Sun Jing, Shi Run, Zhou Zhaokai, Xu Weilong, Huai Jiaxuan, Cao Yutian, Zhang Wenhui, Nie Lijuan, Wang Gaoxiang, Yan Qianhua, Wang Xuanbin, Li Minglun, Fang Zhuyuan, Zhou Xiqiao
Department of Endocrinology, Jiangsu Province Hospital of Chinese Medicine, Affiliated Hospital of Nanjing University of Chinese Medicine, Nanjing, China; The First School of Clinical Medicine, Nanjing University of Chinese Medicine, Nanjing, China.
Department of Oncology, The First Affiliated Hospital of Nanjing Medical University, Nanjing, China.
Int J Biol Macromol. 2025 May;308(Pt 2):142315. doi: 10.1016/j.ijbiomac.2025.142315. Epub 2025 Mar 25.
In addition to histological evaluation for nonalcoholic fatty liver disease (NAFLD), a comprehensive analysis of the metabolic landscape is urgently needed to categorize patients into distinct subgroups for precise treatment. In this study, a total of 806 NAFLD and 267 normal liver samples were comprehensively analyzed. Alterations in 114 metabolic pathways were investigated and two distinct metabolic clusters were identified. Single-cell RNA sequencing (scRNA-seq) analysis was utilized to decipher the metabolic activities within the microenvironment of NAFLD-derived liver cirrhosis. A refined fibrosis prediction model was developed using a Gaussian Mixture Model (GMM), demonstrating superior performance in fibrosis discrimination across multiple independent cohorts. Additionally, using The Cancer Genome Atlas (TCGA), CACNB1 protein was identified as a promising therapeutic target for hepatocellular carcinoma (HCC) patients with elevated metabolic dysfunction scores (MBDS). Machine learning algorithms were applied to MBDS-related genes to select an optimal prognostic model for HCC. All the models were trained in an HCC cohort obtained from the Gene Expression Omnibus (GEO), and the best model was validated in two independent HCC datasets: the TCGA-HCC cohort and LIRI-JP cohort. Overall, we provide insights of metabolic molecular subtyping and its potential clinical applicability in risk stratification for NAFLD and HCC individuals.

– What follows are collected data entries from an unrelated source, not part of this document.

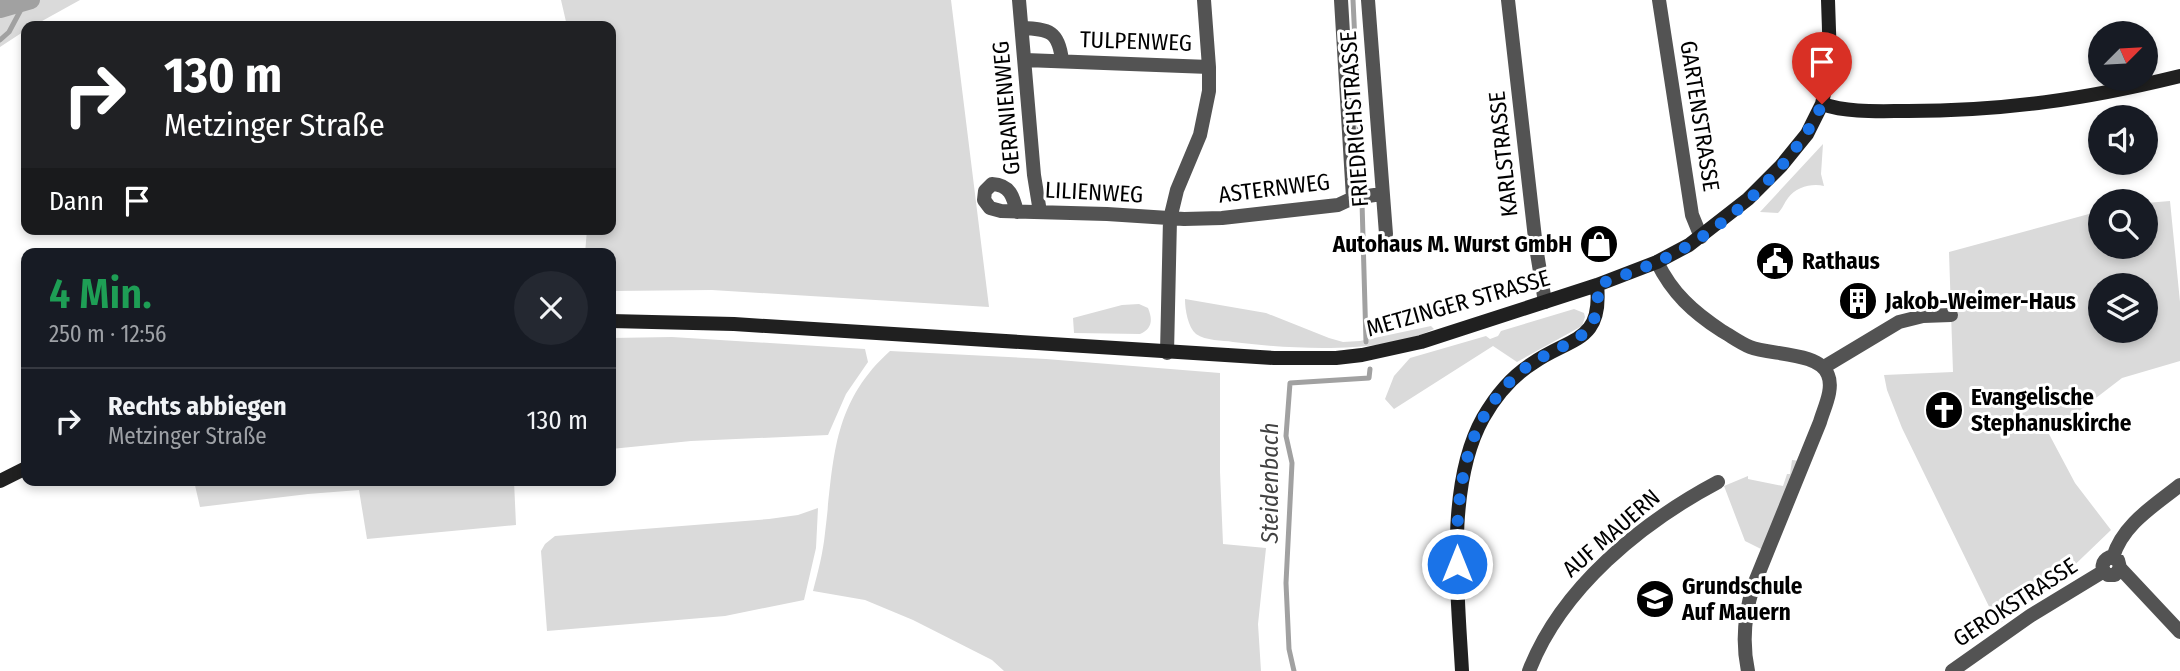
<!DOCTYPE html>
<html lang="de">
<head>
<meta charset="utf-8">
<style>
  :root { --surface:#171b24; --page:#242831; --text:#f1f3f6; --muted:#9ea1a6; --line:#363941 }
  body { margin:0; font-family:"Fira Sans Condensed",sans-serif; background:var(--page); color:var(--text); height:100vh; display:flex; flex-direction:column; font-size:26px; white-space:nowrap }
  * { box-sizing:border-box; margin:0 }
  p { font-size:23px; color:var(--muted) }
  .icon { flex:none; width:38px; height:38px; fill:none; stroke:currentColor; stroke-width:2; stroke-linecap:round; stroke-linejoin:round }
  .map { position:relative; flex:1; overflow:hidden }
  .side { position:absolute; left:21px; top:248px; width:595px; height:238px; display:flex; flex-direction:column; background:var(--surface); border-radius:14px; box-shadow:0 4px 10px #0003 }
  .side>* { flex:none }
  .hud { position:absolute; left:21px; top:21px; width:595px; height:214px; border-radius:14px; box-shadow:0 4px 10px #0003; background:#202124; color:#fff; overflow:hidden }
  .needle { width:46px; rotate:66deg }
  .controls { position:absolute; left:2088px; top:21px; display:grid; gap:14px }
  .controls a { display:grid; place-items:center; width:70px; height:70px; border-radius:50%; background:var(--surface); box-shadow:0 4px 10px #0003; font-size:35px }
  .pin { position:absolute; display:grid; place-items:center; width:60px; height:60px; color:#fff; margin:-72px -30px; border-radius:50% 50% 50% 0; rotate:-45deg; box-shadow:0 0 7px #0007 }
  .pin .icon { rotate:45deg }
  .me { position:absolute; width:77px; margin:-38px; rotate:0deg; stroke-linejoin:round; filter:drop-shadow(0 0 5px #0008) }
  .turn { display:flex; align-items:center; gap:24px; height:147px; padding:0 28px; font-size:32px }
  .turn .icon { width:91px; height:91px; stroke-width:2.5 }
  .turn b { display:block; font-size:49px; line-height:60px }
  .then { display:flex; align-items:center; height:66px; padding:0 28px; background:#0003; gap:14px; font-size:26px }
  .round { display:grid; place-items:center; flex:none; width:74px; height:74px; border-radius:37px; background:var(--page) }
  .headline { display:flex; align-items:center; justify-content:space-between; height:119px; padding:0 28px }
  h1 { font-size:42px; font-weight:600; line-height:52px; color:#1e9e55 }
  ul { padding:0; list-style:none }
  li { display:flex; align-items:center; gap:21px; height:105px; padding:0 28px; border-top:2px solid var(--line) }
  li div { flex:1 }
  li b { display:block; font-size:26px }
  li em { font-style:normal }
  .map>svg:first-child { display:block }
  .green { fill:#dadada; fill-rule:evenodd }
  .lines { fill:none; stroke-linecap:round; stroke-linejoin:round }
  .stream { stroke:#a1a1a1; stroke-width:5 }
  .canal { stroke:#a1a1a1; stroke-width:18 }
  .street { stroke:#535353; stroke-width:14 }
  .secondary { stroke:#202020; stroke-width:14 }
  .route { stroke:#1a73e8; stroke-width:12; stroke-dasharray:0 21.6 }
  .labels { text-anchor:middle; stroke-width:6; stroke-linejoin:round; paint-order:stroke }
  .street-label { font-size:23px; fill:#000; stroke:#fff }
  .poi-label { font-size:23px; font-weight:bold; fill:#000; stroke:#fff; text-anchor:start }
  .water-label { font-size:24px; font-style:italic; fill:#424242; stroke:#fff }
</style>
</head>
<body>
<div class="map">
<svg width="2180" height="671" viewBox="0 0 2180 671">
  <rect width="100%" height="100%" fill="#fff"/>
  <path class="green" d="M0,0H80L33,26H26V30L0,47Z
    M561,0H951L989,307L712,290L611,291V254H585L587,229H611V26H567Z
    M1823,144L1821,174L1824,186C1812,183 1796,187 1788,198C1784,203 1783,208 1778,213L1760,212Z
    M2170,201L2180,302V361L2122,378L2049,434L2075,483L2111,530L2060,579L1998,625L1902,428L1887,390L1884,375L1953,372L1949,252L2100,211V247H2146V203ZM2100,285H2146V331H2100Z
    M1185,299L1266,313L1329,338L1343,342L1360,341L1431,326L1434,329C1383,355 1289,349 1233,342C1222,340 1206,341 1196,334C1188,327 1185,310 1185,299Z
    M1139,304L1148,308C1153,320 1152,329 1140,334L1074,333L1073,318L1122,305Z
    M1574,309L1584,313L1585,317L1582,326L1517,362L1493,346L1394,409L1385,399L1394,376L1410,358L1486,336L1490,339L1498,336L1501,331Z
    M672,337L865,349L868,362L846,394L828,435L691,441L611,449V338Z
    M890,351L1046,359L1220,373V472L1223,544L1266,548L1258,624L1261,671H1004L992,660L913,620L865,600L813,591C818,572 823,553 825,533C834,461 831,404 890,351Z
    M1792,460L1800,461L1763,550L1745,541L1724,486L1748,476V479L1783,486L1787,474H1790Z
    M194,481H514L516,525L367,539L359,490L308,494L200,507Z
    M818,508L816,548L804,600L725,616L547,631L541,551L545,544L555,536L769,519L798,515Z"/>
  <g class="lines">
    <path class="stream" d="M1353,0L1362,188
      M0,40L9,32L25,2
      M1362,202L1366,342
      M1294,671L1289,649L1286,583L1292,463L1286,436L1290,383L1369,378L1370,369"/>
    <path class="canal" d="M0,9L31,0"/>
    <path class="street" d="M1019,0L1034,175L1040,212
      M1341,0L1353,198
      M1368,0L1386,234
      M1508,0L1536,247L1545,302
      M1659,0L1692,215L1701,237
      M1022,28C1049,29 1059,31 1062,61
      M1025,60L1209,67
      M1017,212C1013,196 1010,185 992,184L985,191L984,200L990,208L1001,211L1107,214L1184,219L1222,218L1338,205L1353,198L1382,194
      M1657,262C1672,293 1693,312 1722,331C1731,336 1740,343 1750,347C1770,355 1820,352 1828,375C1834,389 1824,408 1820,422L1753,587C1745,613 1742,643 1748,671
      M1167,353L1170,219L1177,190L1200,135L1209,91V67L1204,0
      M1824,367L1899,322L1923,316L1951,315
      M2113,557C2123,524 2154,506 2180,485
      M2120,568L2115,575H2108C2100,570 2101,561 2110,557L2118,560L2120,568L2180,632
      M1529,671C1561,588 1641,523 1718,482
      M1952,671L2030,616L2104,571"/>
    <path class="secondary" d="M1822,104C1849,113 1879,111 1908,111C2005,111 2086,99 2180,76
      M611,321L734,324L1274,358H1336L1362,355L1421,342L1597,285L1657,262L1689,245L1748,199L1781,166L1807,134L1822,104L1827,78L1830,60L1828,0
      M0,481L26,468
      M1462,671C1458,596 1445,486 1483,418C1495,397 1512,376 1533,363C1570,337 1603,343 1597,285"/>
  </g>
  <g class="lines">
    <path class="route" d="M1457,564C1456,517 1460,454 1486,413C1497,395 1511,378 1528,366C1565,339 1604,343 1597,285C1624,275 1651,266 1677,252C1731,223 1797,161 1822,104"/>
  </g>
  <defs>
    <symbol id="shop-disc" viewBox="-11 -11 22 22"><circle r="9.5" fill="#000" stroke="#fff"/><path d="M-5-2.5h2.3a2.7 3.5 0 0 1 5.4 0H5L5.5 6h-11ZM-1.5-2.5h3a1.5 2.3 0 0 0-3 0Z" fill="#fff"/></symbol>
    <symbol id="civic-disc" viewBox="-11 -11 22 22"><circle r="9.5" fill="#000" stroke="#fff"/><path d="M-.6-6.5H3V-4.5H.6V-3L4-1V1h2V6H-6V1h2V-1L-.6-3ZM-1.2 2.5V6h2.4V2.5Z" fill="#fff"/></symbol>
    <symbol id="building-disc" viewBox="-11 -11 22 22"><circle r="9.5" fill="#000" stroke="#fff"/><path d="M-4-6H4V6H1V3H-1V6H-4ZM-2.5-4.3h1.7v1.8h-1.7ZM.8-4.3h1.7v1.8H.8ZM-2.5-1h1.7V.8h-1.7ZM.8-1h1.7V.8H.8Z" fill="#fff"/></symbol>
    <symbol id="church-disc" viewBox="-11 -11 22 22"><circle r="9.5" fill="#000" stroke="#fff"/><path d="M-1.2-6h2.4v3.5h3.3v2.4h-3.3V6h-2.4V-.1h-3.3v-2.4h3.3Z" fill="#fff"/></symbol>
    <symbol id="school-disc" viewBox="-11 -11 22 22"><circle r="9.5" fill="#000" stroke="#fff"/><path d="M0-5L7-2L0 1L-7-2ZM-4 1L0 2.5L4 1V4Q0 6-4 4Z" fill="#fff"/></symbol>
  </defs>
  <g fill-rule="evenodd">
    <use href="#shop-disc" x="1577" y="222" width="44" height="44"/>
    <use href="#civic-disc" x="1753" y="239" width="44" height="44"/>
    <use href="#building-disc" x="1836" y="279" width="44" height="44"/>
    <use href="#church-disc" x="1922" y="388" width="44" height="44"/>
    <use href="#school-disc" x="1633" y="577" width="44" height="44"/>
  </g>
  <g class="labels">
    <g class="street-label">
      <text transform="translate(1136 41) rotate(2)" y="8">TULPENWEG</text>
      <text transform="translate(1006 108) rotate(-95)" y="8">GERANIENWEG</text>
      <text transform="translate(1700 116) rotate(81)" y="8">GARTENSTRASSE</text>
      <text transform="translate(1354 119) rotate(-94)" y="8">FRIEDRICHSTRASSE</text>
      <text transform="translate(1503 154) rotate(-96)" y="8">KARLSTRASSE</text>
      <text transform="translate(1274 188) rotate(-7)" y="8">ASTERNWEG</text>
      <text transform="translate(1094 192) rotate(3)" y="8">LILIENWEG</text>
      <text transform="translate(1458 303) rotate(-16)" y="8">METZINGER STRASSE</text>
      <text transform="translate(1611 533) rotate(-41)" y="8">AUF MAUERN</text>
      <text transform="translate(2015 602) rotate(-33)" y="8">GEROKSTRASSE</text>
    </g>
    <g class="poi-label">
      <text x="1572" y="252" text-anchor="end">Autohaus M. Wurst GmbH</text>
      <text x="1802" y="269">Rathaus</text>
      <text x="1885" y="309">Jakob-Weimer-Haus</text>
      <text x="1971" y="405">Evangelische<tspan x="1971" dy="26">Stephanuskirche</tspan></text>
      <text x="1682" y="594">Grundschule<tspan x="1682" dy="26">Auf Mauern</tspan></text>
    </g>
    <g class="water-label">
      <text transform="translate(1270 483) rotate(-90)" y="8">Steidenbach</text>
    </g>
  </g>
</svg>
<div class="controls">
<a><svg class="needle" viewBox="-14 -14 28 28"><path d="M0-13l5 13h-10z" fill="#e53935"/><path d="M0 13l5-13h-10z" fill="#9ea1a6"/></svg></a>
<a><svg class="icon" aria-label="sound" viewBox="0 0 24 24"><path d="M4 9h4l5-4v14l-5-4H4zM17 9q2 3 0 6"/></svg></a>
<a><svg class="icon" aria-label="search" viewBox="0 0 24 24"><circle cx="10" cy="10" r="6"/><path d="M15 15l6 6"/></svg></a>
<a><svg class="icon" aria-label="layers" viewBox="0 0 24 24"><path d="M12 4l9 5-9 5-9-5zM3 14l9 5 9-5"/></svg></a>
</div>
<div class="pin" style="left:1822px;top:104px;background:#d93025"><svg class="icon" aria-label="arrive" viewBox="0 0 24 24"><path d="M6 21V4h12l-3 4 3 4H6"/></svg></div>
<svg class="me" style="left:1457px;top:564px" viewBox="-20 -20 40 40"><circle r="17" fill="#1a73e8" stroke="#fff" stroke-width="3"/><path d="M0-11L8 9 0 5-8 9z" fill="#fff"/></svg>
<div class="hud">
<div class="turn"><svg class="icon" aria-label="right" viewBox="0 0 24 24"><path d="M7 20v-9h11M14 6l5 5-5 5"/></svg><div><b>130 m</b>Metzinger Straße</div></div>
<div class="then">Dann<svg class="icon" aria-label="arrive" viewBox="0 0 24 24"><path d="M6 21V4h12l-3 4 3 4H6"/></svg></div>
</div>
<section class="side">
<div class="headline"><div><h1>4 Min.</h1><p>250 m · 12:56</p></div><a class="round"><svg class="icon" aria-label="close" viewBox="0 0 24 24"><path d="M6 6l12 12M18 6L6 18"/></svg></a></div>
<ul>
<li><svg class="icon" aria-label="right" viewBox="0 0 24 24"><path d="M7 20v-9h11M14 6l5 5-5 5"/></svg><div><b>Rechts abbiegen</b><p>Metzinger Straße</p></div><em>130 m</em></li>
</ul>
</section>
</div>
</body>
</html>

除了对非酒精性脂肪性肝病(NAFLD)进行组织学评估外,迫切需要对代谢格局进行全面分析,以便将患者分类为不同的亚组,从而进行精准治疗。在本研究中,对总共806份NAFLD样本和267份正常肝脏样本进行了全面分析。研究了114条代谢途径的改变,并确定了两个不同的代谢簇。利用单细胞RNA测序(scRNA-seq)分析来解读NAFLD衍生的肝硬化微环境中的代谢活动。使用高斯混合模型(GMM)开发了一种精细的纤维化预测模型,该模型在多个独立队列的纤维化鉴别中表现出卓越性能。此外,利用癌症基因组图谱(TCGA),将CACNB1蛋白确定为代谢功能障碍评分(MBDS)升高的肝细胞癌(HCC)患者的一个有前景的治疗靶点。将机器学习算法应用于与MBDS相关的基因,以选择HCC的最佳预后模型。所有模型均在从基因表达综合数据库(GEO)获得的一个HCC队列中进行训练,并且在两个独立的HCC数据集(TCGA-HCC队列和LIRI-JP队列)中对最佳模型进行了验证。总体而言,我们提供了代谢分子亚型分类及其在NAFLD和HCC个体风险分层中的潜在临床适用性的见解。